= Respect (TV series) =

TV series

Respect was a seven-part documentary television series featuring some of the biggest names in British sport and was broadcast each Sunday at 5.00pm on Central Independent Television during November/December 1995.

The series of half-hour programmes was produced at Central Independent Television studios in Birmingham, and focused on sportspeople of African Caribbean origin who have gained "respect" through their single-minded determination to succeed in their chosen sport.
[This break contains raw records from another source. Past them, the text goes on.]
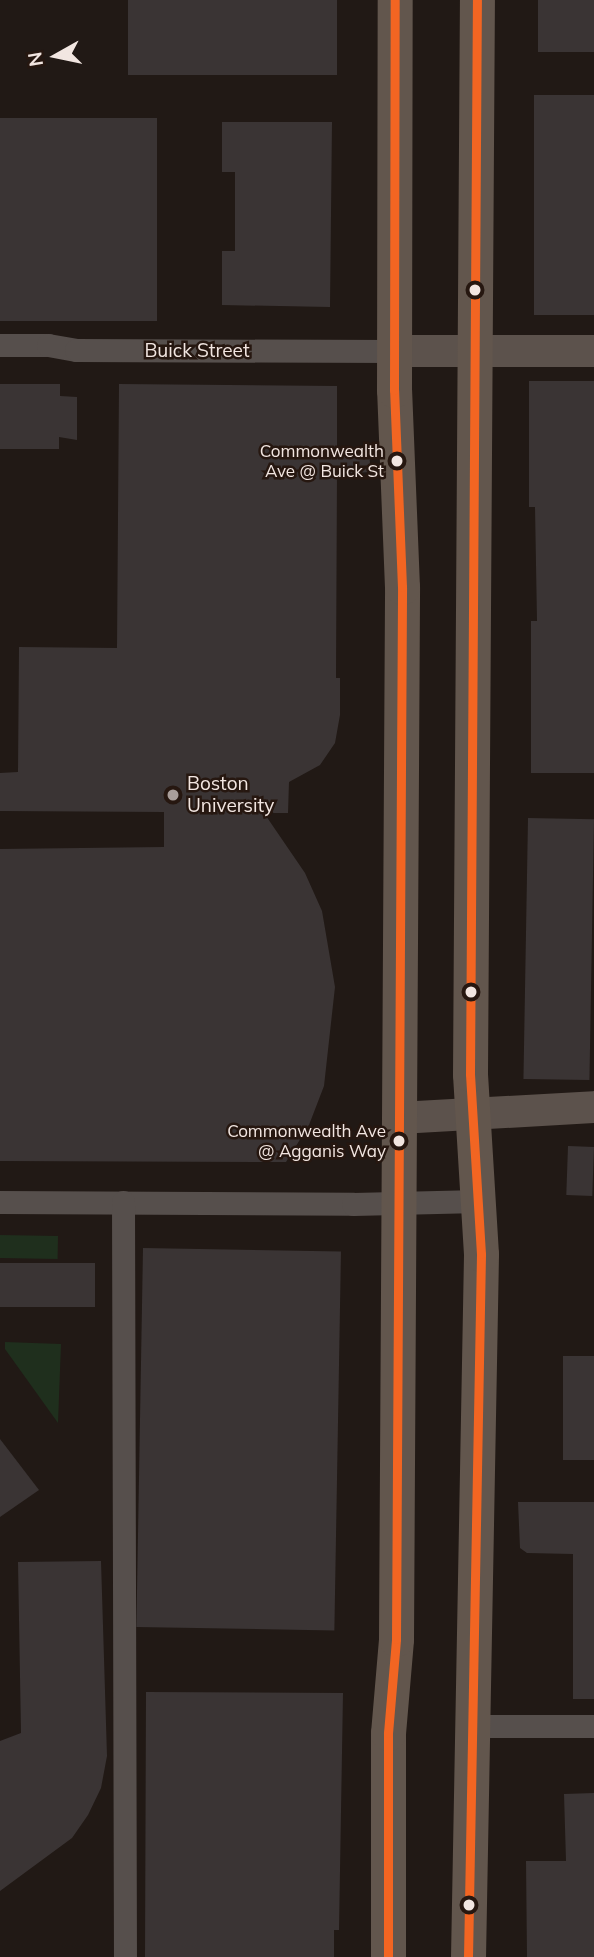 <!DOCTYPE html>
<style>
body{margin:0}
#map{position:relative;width:594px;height:1957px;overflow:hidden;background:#211915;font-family:Mulish,sans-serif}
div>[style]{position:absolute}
.green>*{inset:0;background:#1f2f1d;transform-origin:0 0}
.building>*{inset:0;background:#3a3434;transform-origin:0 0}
.street>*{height:23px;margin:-11.5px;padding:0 11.5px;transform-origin:11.5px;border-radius:11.5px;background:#564f4c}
.secondary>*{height:32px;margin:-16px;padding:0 16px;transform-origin:16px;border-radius:16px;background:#5c524c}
.primary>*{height:35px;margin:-17.5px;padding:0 17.5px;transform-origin:17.5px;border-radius:17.5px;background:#62564d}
.bus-1>*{height:9px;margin:-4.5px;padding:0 4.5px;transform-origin:4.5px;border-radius:4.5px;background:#f26522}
.dots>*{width:19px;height:19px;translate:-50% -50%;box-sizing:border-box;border:4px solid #261710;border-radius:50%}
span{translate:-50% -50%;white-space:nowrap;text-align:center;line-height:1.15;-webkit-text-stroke:5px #261710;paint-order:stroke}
.bus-label{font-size:17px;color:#f2e6e1}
.right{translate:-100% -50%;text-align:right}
.street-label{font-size:19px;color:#f2e6e1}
.poi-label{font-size:19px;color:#f2e6e1}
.left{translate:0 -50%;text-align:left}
.north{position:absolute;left:21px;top:21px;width:70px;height:70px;-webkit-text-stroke:5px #261710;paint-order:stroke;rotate:261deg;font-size:19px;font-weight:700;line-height:28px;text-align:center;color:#f2e6e1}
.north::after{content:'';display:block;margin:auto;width:24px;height:32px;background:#f2e6e1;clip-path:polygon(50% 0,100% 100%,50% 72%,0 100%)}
</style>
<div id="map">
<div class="green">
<div style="left:0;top:1235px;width:58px;height:23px;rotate:1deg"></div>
<div style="clip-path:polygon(5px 1342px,61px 1344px,58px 1423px,5px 1349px)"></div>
</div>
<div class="building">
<div style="left:128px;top:0;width:209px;height:75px"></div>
<div style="left:538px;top:0;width:56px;height:52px"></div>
<div style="left:534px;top:95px;width:60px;height:220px"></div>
<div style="left:0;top:118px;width:157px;height:203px"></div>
<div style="clip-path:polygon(222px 122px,332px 122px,330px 307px,222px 305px,222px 251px,235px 251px,235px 172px,222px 172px)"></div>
<div style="clip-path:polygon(529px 381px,594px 381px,594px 773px,531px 773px,531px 621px,537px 621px,535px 507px,529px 507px)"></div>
<div style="clip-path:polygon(0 384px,60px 384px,60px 396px,77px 397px,77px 440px,59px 437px,59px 449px,0 449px)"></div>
<div style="clip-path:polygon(119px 384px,337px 386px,337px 453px,369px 454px,371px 472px,337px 474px,336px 678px,340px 678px,340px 715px,335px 743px,320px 765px,289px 782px,288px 813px,264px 813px,305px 873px,322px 911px,335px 987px,324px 1086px,309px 1125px,286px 1162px,0 1161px,0 849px,164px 847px,164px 812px,0 811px,0 773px,18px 772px,19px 647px,117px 648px)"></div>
<div style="left:528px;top:818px;width:66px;height:261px;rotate:1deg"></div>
<div style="left:568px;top:1146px;width:26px;height:49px;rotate:2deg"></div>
<div style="left:143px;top:1248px;width:198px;height:379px;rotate:1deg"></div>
<div style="left:0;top:1263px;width:95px;height:44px"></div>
<div style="left:563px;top:1356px;width:31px;height:104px"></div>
<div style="clip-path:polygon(0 1439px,39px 1490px,0 1517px)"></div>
<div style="clip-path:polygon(518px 1502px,594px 1502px,594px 1699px,573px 1699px,573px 1554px,527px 1553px,520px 1548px)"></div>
<div style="clip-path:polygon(101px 1561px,107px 1756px,101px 1788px,88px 1815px,72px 1838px,0 1891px,0 1741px,21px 1733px,18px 1562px)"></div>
<div style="clip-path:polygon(146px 1692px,343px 1693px,339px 1930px,334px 1930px,334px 1957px,145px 1957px)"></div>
<div style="clip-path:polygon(594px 1793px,594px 1957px,527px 1957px,526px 1861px,566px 1861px,564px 1794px)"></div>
</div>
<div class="street">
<div style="left:0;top:345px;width:48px"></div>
<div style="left:48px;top:345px;width:28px;rotate:10deg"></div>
<div style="left:76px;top:350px;width:318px;rotate:0.2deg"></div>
<div style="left:0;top:1202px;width:353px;rotate:0.3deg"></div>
<div style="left:353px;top:1204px;width:126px;rotate:-1.4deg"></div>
<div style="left:123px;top:1202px;width:755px;rotate:89.85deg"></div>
<div style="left:470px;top:1726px;width:124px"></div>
</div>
<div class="secondary">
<div style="left:394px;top:351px;width:200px"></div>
<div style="left:399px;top:1118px;width:195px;rotate:-3.2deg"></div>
</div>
<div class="primary">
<div style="left:388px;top:1957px;width:224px;rotate:-90deg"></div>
<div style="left:388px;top:1733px;width:94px;rotate:-85.1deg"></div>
<div style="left:396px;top:1639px;width:1052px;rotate:-89.67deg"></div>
<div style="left:402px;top:587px;width:197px;rotate:-92.3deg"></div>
<div style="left:394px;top:390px;width:390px;rotate:-89.9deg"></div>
<div style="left:468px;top:1957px;width:703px;rotate:-88.94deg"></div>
<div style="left:481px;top:1254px;width:180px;rotate:-93.5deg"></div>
<div style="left:470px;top:1074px;width:1074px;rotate:-89.63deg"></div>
</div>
<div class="bus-1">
<div style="left:388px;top:1957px;width:224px;rotate:-90deg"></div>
<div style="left:388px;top:1733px;width:94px;rotate:-85.1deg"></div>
<div style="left:396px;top:1639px;width:1052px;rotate:-89.67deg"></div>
<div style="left:402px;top:587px;width:197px;rotate:-92.3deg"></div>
<div style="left:394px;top:390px;width:390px;rotate:-89.9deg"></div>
<div style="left:468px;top:1957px;width:703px;rotate:-88.94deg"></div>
<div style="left:481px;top:1254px;width:180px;rotate:-93.5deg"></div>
<div style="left:470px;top:1074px;width:1074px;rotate:-89.63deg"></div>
</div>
<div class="dots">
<div style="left:475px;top:290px;background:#f2e6e1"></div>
<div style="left:397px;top:461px;background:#f2e6e1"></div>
<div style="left:173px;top:795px;background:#a99e9a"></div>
<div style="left:471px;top:992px;background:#f2e6e1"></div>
<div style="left:399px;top:1141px;background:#f2e6e1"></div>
<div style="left:469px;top:1905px;background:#f2e6e1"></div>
</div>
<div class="bus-label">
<span class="right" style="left:384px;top:461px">Commonwealth<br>Ave @ Buick St</span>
<span class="right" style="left:386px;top:1141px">Commonwealth Ave<br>@ Agganis Way</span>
</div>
<div class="street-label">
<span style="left:197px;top:351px">Buick Street</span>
</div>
<div class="poi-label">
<span class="left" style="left:187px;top:795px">Boston<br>University</span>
</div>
<div class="north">N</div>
</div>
The subjects in the series were Lennox Lewis (Boxing), Judy Simpson (Athletics), Martin Offiah (Rugby League), Diana Bowles (Disabled Tennis), Tony Daley (Football), Gladstone Small (Cricket) and John Regis (Athletics). The narration was provided by sports presenter Garth Crooks.

series producer and director, Pogus Caesar. "Over the past decade, Britain has seen the tremendous impact and contribution of black people in sport on a worldwide scale." This will be the first series of its type which concentrates exclusively on black sportspeople, looking at their life stories and lifestyles and, perhaps more importantly, finding out what gives them the will to win. " Contributors to the series included Sharron Davies, Ian Botham, Nigel Benn, Henry Cooper, Denise Lewis, John Barnes, Roger Black, and Kriss Akabusi.

Respect was produced and directed by Pogus Caesar, and is a Carlton Television UK production and a Central Independent Television programme.